▶ **Exercise directions**:
Set down, word for word, only the lines from the start of the records through the line bearing "position:absolute; left:1399px; top:1335px;"; include no pictures.

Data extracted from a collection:
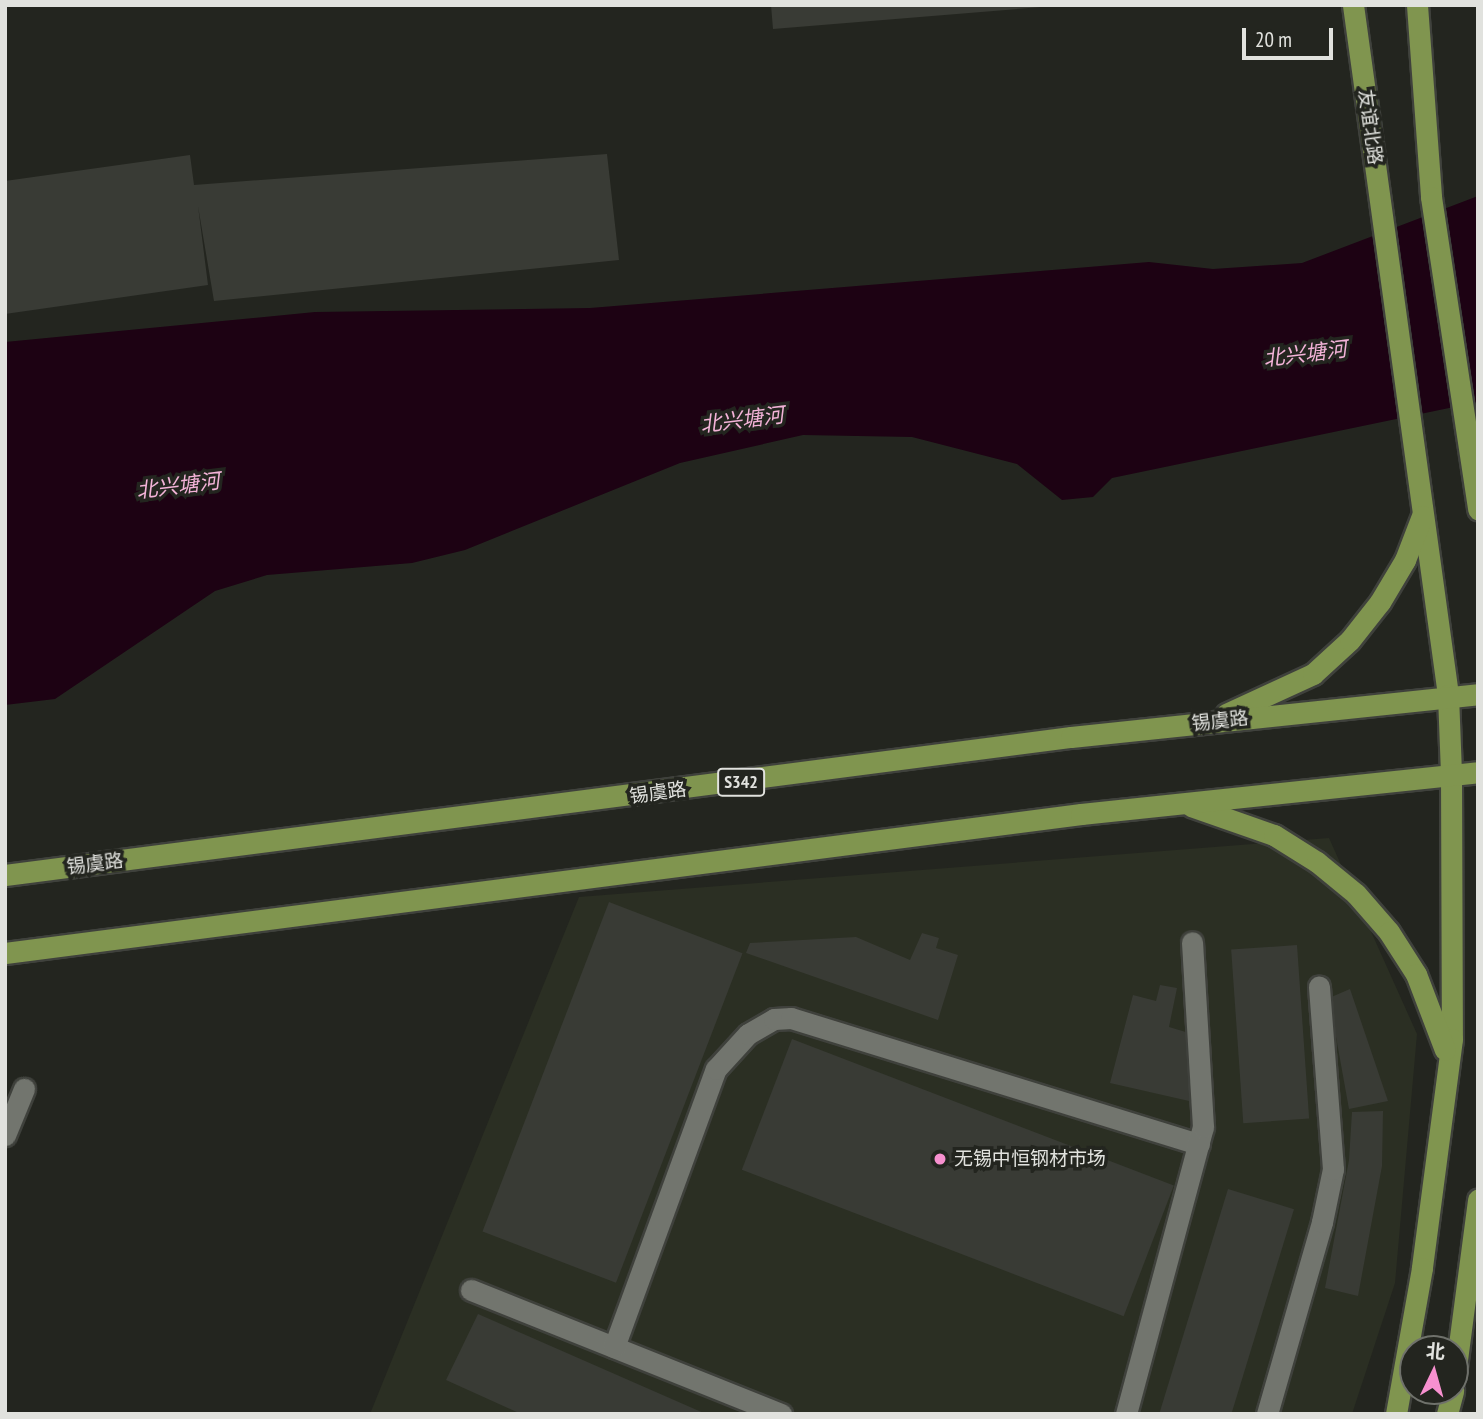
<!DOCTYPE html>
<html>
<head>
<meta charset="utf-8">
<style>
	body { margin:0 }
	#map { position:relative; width:1483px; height:1419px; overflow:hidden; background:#23251f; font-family:"PT Sans Narrow","Noto Sans SC",sans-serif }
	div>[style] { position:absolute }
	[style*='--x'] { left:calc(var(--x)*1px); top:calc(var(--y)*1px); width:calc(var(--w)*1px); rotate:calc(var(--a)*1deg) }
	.built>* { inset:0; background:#2b2f23 }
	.water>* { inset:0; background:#1d0213 }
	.building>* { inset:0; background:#393b35; transform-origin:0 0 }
	.roads { filter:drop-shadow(2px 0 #3f413c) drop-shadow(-2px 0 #3f413c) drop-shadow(0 2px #3f413c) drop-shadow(0 -2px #3f413c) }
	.minor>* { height:21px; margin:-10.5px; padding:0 10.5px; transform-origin:10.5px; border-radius:10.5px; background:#72756e }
	.major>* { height:21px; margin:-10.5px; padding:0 10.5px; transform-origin:10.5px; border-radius:10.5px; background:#80954f }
	.dots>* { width:19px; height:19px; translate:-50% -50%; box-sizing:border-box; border:4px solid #23251f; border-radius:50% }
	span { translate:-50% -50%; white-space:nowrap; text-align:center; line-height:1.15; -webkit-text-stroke:7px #23251f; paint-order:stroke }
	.shield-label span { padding:2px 5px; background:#23251f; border:2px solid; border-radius:5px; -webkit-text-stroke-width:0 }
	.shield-label { font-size:18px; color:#e1e2de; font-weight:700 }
	.street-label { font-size:19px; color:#e1e2de }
	.poi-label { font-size:19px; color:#e1e2de }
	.left { translate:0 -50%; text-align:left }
	.water-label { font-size:21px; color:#f3b3d8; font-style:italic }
	.frame { position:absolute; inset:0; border:7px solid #e1e2de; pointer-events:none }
	.north { position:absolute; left:1399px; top:1335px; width:70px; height:70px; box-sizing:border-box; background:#23251f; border:2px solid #6f716b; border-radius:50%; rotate:5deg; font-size:19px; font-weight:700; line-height:28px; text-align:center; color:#e1e2de }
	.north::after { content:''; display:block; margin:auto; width:24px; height:32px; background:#f790cf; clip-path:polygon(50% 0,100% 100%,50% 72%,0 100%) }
	.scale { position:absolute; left:1242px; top:28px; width:91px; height:32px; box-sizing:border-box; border:4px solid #e1e2de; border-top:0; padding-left:9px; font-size:21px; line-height:24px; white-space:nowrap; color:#e1e2de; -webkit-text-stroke:5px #23251f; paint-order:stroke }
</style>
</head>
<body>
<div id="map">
	<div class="built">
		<i style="clip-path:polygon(1329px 838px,1417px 1034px,1395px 1283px,1352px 1414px,370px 1414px,579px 897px)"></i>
	</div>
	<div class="water">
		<i style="clip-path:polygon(1478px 196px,1478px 402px,1112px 478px,1093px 497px,1062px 500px,1017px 464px,912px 437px,803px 435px,680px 463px,465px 550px,412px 563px,267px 575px,215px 591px,55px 699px,5px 705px,5px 342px,315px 312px,590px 308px,1149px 262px,1213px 269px,1302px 263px)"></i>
	</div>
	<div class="building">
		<i style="clip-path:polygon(771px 5px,1040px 5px,1041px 7px,773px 29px)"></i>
		<i style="clip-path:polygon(607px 154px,619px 260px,214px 301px,198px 206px,208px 285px,5px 314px,5px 181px,190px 155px,194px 185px)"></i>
		<i style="left:609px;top:902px;width:143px;height:353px;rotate:21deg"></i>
		<i style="clip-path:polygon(922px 933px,939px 938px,936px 948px,958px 955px,938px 1020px,746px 953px,750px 943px,856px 937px,910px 960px)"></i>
		<i style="left:1297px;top:945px;width:174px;height:66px;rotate:86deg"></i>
		<i style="clip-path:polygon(1160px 985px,1177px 988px,1169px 1027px,1189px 1033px,1189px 1101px,1110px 1083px,1133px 995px,1156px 1001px)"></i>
		<i style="clip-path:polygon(1350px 989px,1388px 1101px,1349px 1109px,1329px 998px)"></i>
		<i style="left:792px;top:1039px;width:409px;height:140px;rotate:21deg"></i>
		<i style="clip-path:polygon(1383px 1111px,1382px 1166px,1358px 1296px,1325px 1288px,1349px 1160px,1352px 1112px)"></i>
		<i style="left:1228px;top:1189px;width:69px;height:234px;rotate:17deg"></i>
		<i style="clip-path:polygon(478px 1314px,706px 1414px,521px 1414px,446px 1380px)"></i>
	</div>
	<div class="roads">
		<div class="minor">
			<i style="--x:5;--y:1135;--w:50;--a:-67.6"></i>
			<i style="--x:471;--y:1290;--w:334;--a:21.8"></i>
			<i style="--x:614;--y:1347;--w:296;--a:-69.9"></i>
			<i style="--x:716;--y:1069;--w:47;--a:-47.6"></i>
			<i style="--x:748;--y:1034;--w:30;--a:-30"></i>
			<i style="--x:774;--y:1019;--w:17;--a:-3"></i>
			<i style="--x:791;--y:1018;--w:427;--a:17.2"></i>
			<i style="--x:1126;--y:1414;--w:297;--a:-75"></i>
			<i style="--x:1203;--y:1127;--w:185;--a:-93.4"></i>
			<i style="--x:1267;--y:1414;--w:200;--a:-74"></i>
			<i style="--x:1322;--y:1222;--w:54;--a:-78.3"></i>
			<i style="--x:1333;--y:1169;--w:183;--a:-94.4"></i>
		</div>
		<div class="major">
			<i style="--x:1353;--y:5;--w:697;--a:82.16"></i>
			<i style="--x:1448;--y:695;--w:79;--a:87.8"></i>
			<i style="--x:1451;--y:774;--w:265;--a:89.8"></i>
			<i style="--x:1452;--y:1039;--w:231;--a:97.5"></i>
			<i style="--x:1422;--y:1268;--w:148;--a:100.1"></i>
			<i style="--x:1417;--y:5;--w:193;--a:85.8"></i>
			<i style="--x:1431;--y:197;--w:316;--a:81.4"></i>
			<i style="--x:1226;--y:714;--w:96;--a:-24.7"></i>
			<i style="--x:1313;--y:674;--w:50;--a:-42.6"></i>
			<i style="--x:1350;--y:640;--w:48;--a:-51.7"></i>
			<i style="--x:1380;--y:602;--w:49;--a:-59.2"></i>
			<i style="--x:1405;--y:560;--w:47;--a:-68.9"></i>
			<i style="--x:1191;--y:806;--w:88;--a:19.3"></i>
			<i style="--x:1274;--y:835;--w:51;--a:32.1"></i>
			<i style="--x:1317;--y:862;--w:50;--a:39.4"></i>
			<i style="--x:1356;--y:894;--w:50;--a:49"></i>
			<i style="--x:1389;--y:932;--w:50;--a:57.3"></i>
			<i style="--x:1416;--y:974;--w:81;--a:69.1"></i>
			<i style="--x:5;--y:875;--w:1075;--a:-7.38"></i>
			<i style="--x:1071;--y:737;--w:409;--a:-6"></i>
			<i style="--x:5;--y:953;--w:1085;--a:-7.36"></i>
			<i style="--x:1081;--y:814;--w:399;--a:-6"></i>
			<i style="--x:1455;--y:1375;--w:177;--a:-82.5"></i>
			<i style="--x:1447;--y:1414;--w:24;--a:-75"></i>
		</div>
	</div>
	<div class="dots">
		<i style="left:940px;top:1159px;background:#f790cf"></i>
	</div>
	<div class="shield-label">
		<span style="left:741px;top:782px">S342</span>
	</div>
	<div class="street-label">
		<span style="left:1370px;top:127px;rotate:82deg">友谊北路</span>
		<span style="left:1220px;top:721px;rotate:-6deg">锡虞路</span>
		<span style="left:658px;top:793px;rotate:-8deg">锡虞路</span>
		<span style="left:95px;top:864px;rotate:-7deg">锡虞路</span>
	</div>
	<div class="poi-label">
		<span class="left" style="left:954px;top:1159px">无锡中恒钢材市场</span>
	</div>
	<div class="water-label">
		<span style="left:1305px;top:354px;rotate:-7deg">北兴塘河</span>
		<span style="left:742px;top:420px;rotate:-7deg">北兴塘河</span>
		<span style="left:178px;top:486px;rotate:-7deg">北兴塘河</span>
	</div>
	<div class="frame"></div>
	<div class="north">北</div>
	<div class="scale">20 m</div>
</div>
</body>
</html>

▶ **Result for this exercise**:
<!DOCTYPE html>
<html>
<head>
<meta charset="utf-8">
<style>
	body { margin:0 }
	#map { position:relative; width:1483px; height:1419px; overflow:hidden; background:#23251f; font-family:"PT Sans Narrow","Noto Sans SC",sans-serif }
	div>[style] { position:absolute }
	[style*='--x'] { left:calc(var(--x)*1px); top:calc(var(--y)*1px); width:calc(var(--w)*1px); rotate:calc(var(--a)*1deg) }
	.built>* { inset:0; background:#2b2f23 }
	.water>* { inset:0; background:#1d0213 }
	.building>* { inset:0; background:#393b35; transform-origin:0 0 }
	.roads { filter:drop-shadow(2px 0 #3f413c) drop-shadow(-2px 0 #3f413c) drop-shadow(0 2px #3f413c) drop-shadow(0 -2px #3f413c) }
	.minor>* { height:21px; margin:-10.5px; padding:0 10.5px; transform-origin:10.5px; border-radius:10.5px; background:#72756e }
	.major>* { height:21px; margin:-10.5px; padding:0 10.5px; transform-origin:10.5px; border-radius:10.5px; background:#80954f }
	.dots>* { width:19px; height:19px; translate:-50% -50%; box-sizing:border-box; border:4px solid #23251f; border-radius:50% }
	span { translate:-50% -50%; white-space:nowrap; text-align:center; line-height:1.15; -webkit-text-stroke:7px #23251f; paint-order:stroke }
	.shield-label span { padding:2px 5px; background:#23251f; border:2px solid; border-radius:5px; -webkit-text-stroke-width:0 }
	.shield-label { font-size:18px; color:#e1e2de; font-weight:700 }
	.street-label { font-size:19px; color:#e1e2de }
	.poi-label { font-size:19px; color:#e1e2de }
	.left { translate:0 -50%; text-align:left }
	.water-label { font-size:21px; color:#f3b3d8; font-style:italic }
	.frame { position:absolute; inset:0; border:7px solid #e1e2de; pointer-events:none }
	.north { position:absolute; left:1399px; top:1335px; width:70px; height:70px; box-sizing:border-box; background:#23251f; border:2px solid #6f716b; border-radius:50%; rotate:5deg; font-size:19px; font-weight:700; line-height:28px; text-align:center; color:#e1e2de }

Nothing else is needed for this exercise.